▶ **Assignment**
A verbatim transcript of the data below is required, images omitted.

▶ **Information provided**
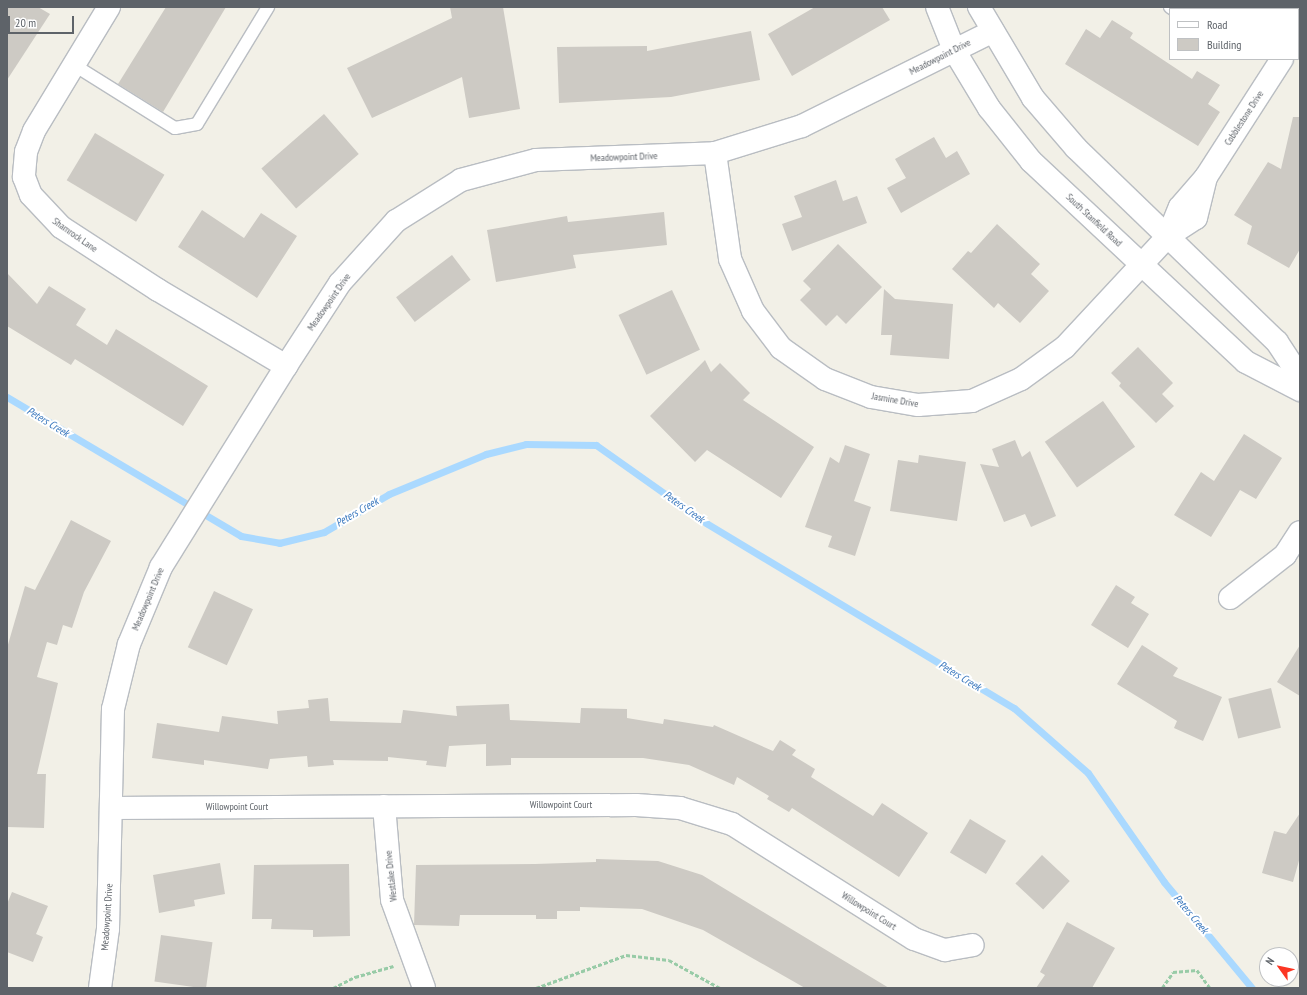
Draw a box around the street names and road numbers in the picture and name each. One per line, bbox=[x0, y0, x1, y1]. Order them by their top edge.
street label: Meadowpoint Drive bbox=[907, 36, 973, 78]
street label: Cobblestone Drive bbox=[1222, 88, 1266, 148]
street label: Meadowpoint Drive bbox=[590, 150, 658, 164]
street label: South Stanfield Road bbox=[1064, 191, 1124, 249]
street label: Shamrock Lane bbox=[50, 215, 100, 255]
street label: Meadowpoint Drive bbox=[305, 271, 353, 333]
street label: Jasmine Drive bbox=[871, 390, 919, 410]
street label: Meadowpoint Drive bbox=[129, 566, 167, 632]
street label: Willowpoint Court bbox=[530, 799, 592, 811]
street label: Willowpoint Court bbox=[206, 801, 268, 813]
street label: Westlake Drive bbox=[382, 850, 400, 902]
street label: Meadowpoint Drive bbox=[99, 883, 115, 951]
street label: Willowpoint Court bbox=[839, 889, 899, 933]

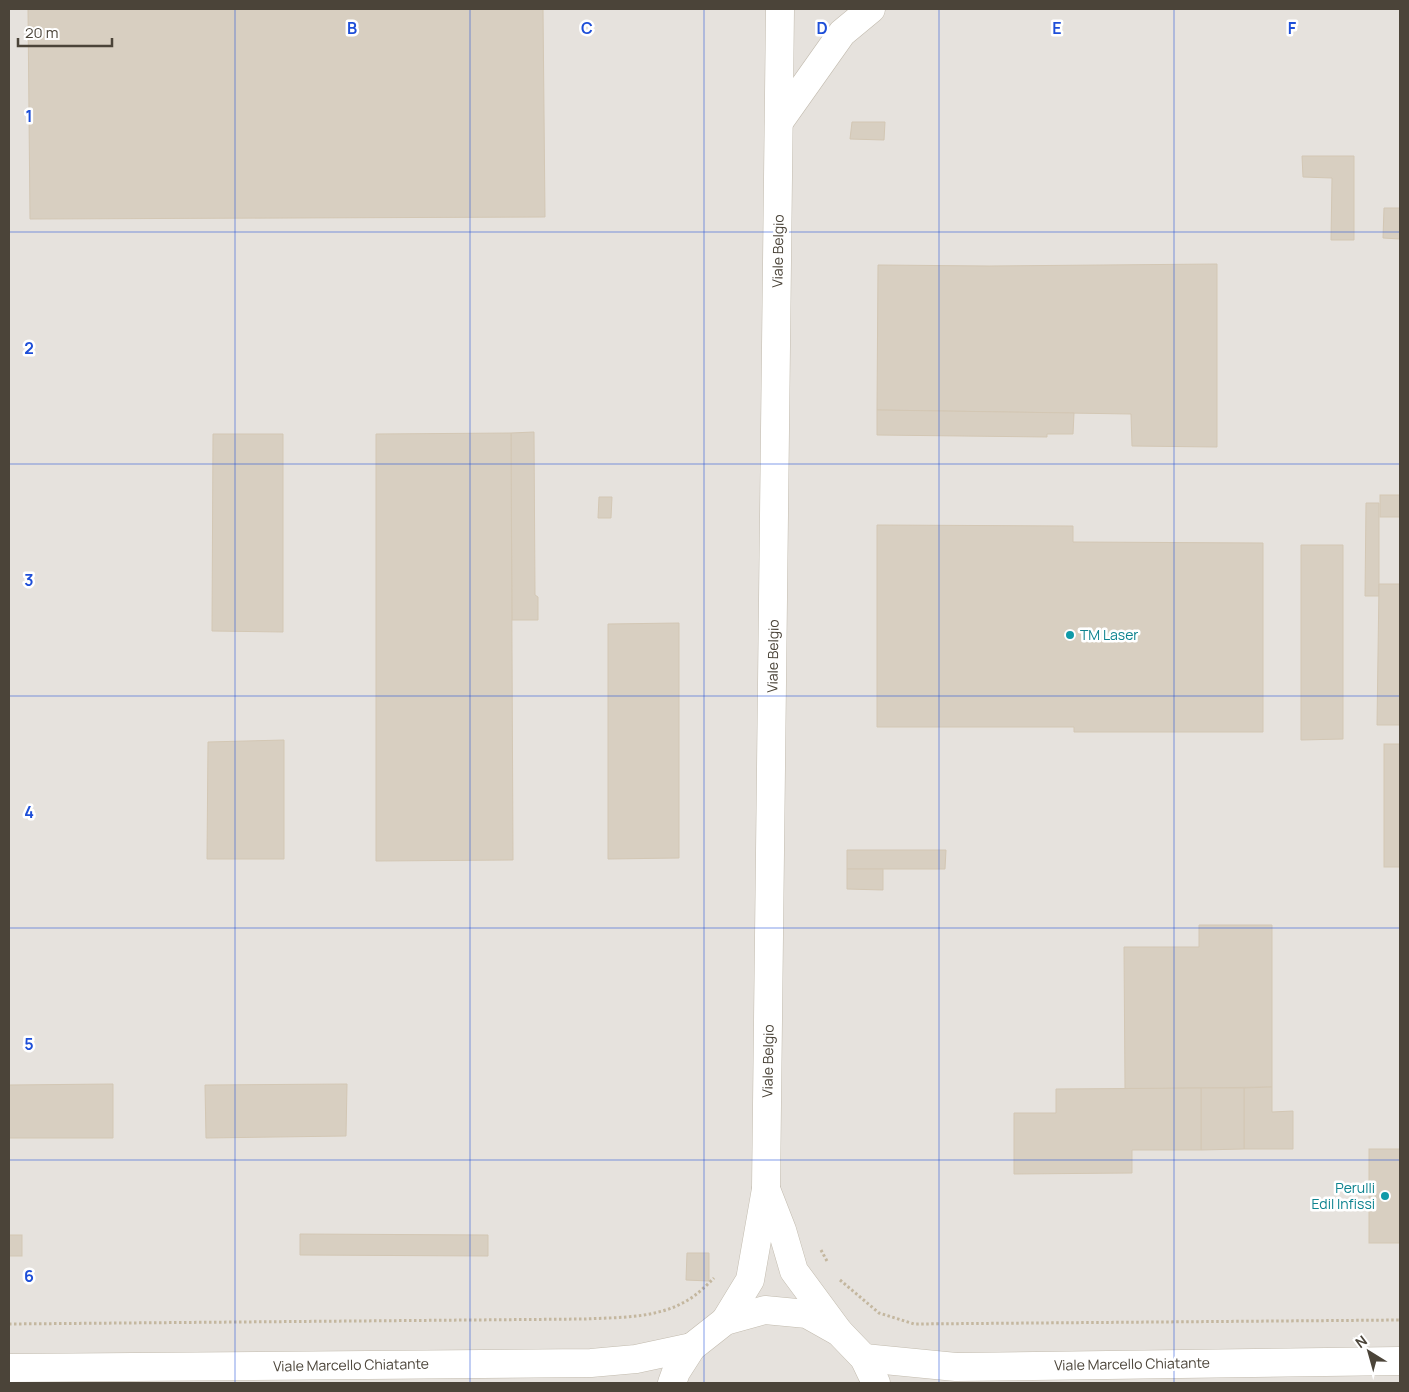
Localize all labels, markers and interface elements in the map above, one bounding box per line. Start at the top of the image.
scale bar [18,15,111,47]
text: B [347,17,357,39]
text: C [581,17,593,39]
text: D [816,17,828,39]
text: E [1052,17,1062,39]
text: F [1288,17,1297,39]
text: 20 m [25,22,58,43]
text: 1 [25,105,33,127]
street label: Viale Belgio [767,214,788,288]
text: 2 [24,337,34,359]
text: 3 [24,569,34,591]
street label: Viale Belgio [762,619,783,693]
place label: TM Laser [1080,625,1138,644]
marker: TM Laser [1064,629,1076,641]
text: 4 [24,801,34,823]
street label: Viale Belgio [757,1024,778,1098]
text: 5 [24,1033,34,1055]
place label: Perulli Edil Infissi [1311,1178,1375,1213]
marker: Perulli Edil Infissi [1379,1190,1391,1202]
text: 6 [24,1265,34,1287]
north arrow [1344,1327,1394,1377]
text: N [1351,1331,1371,1352]
street label: Viale Marcello Chiatante [1054,1353,1210,1374]
street label: Viale Marcello Chiatante [273,1354,429,1375]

▶ **Solved problem**
Draw a box around the street names and road numbers in the picture and name each. One per line, bbox=[x0, y0, x1, y1]. Order them by their top edge.
street label: Meadowpoint Drive bbox=[907, 36, 973, 78]
street label: Cobblestone Drive bbox=[1222, 88, 1266, 148]
street label: Meadowpoint Drive bbox=[590, 150, 658, 164]
street label: South Stanfield Road bbox=[1064, 191, 1124, 249]
street label: Shamrock Lane bbox=[50, 215, 100, 255]
street label: Meadowpoint Drive bbox=[305, 271, 353, 333]
street label: Jasmine Drive bbox=[871, 390, 919, 410]
street label: Meadowpoint Drive bbox=[129, 566, 167, 632]
street label: Willowpoint Court bbox=[530, 799, 592, 811]
street label: Willowpoint Court bbox=[206, 801, 268, 813]
street label: Westlake Drive bbox=[382, 850, 400, 902]
street label: Meadowpoint Drive bbox=[99, 883, 115, 951]
street label: Willowpoint Court bbox=[839, 889, 899, 933]

Localize all labels, markers and interface elements in the map above, one bounding box per line. Start at the top of the image.
scale bar [18,15,111,47]
text: B [347,17,357,39]
text: C [581,17,593,39]
text: D [816,17,828,39]
text: E [1052,17,1062,39]
text: F [1288,17,1297,39]
text: 20 m [25,22,58,43]
text: 1 [25,105,33,127]
street label: Viale Belgio [767,214,788,288]
text: 2 [24,337,34,359]
text: 3 [24,569,34,591]
street label: Viale Belgio [762,619,783,693]
place label: TM Laser [1080,625,1138,644]
marker: TM Laser [1064,629,1076,641]
text: 4 [24,801,34,823]
street label: Viale Belgio [757,1024,778,1098]
text: 5 [24,1033,34,1055]
place label: Perulli Edil Infissi [1311,1178,1375,1213]
marker: Perulli Edil Infissi [1379,1190,1391,1202]
text: 6 [24,1265,34,1287]
north arrow [1344,1327,1394,1377]
text: N [1351,1331,1371,1352]
street label: Viale Marcello Chiatante [1054,1353,1210,1374]
street label: Viale Marcello Chiatante [273,1354,429,1375]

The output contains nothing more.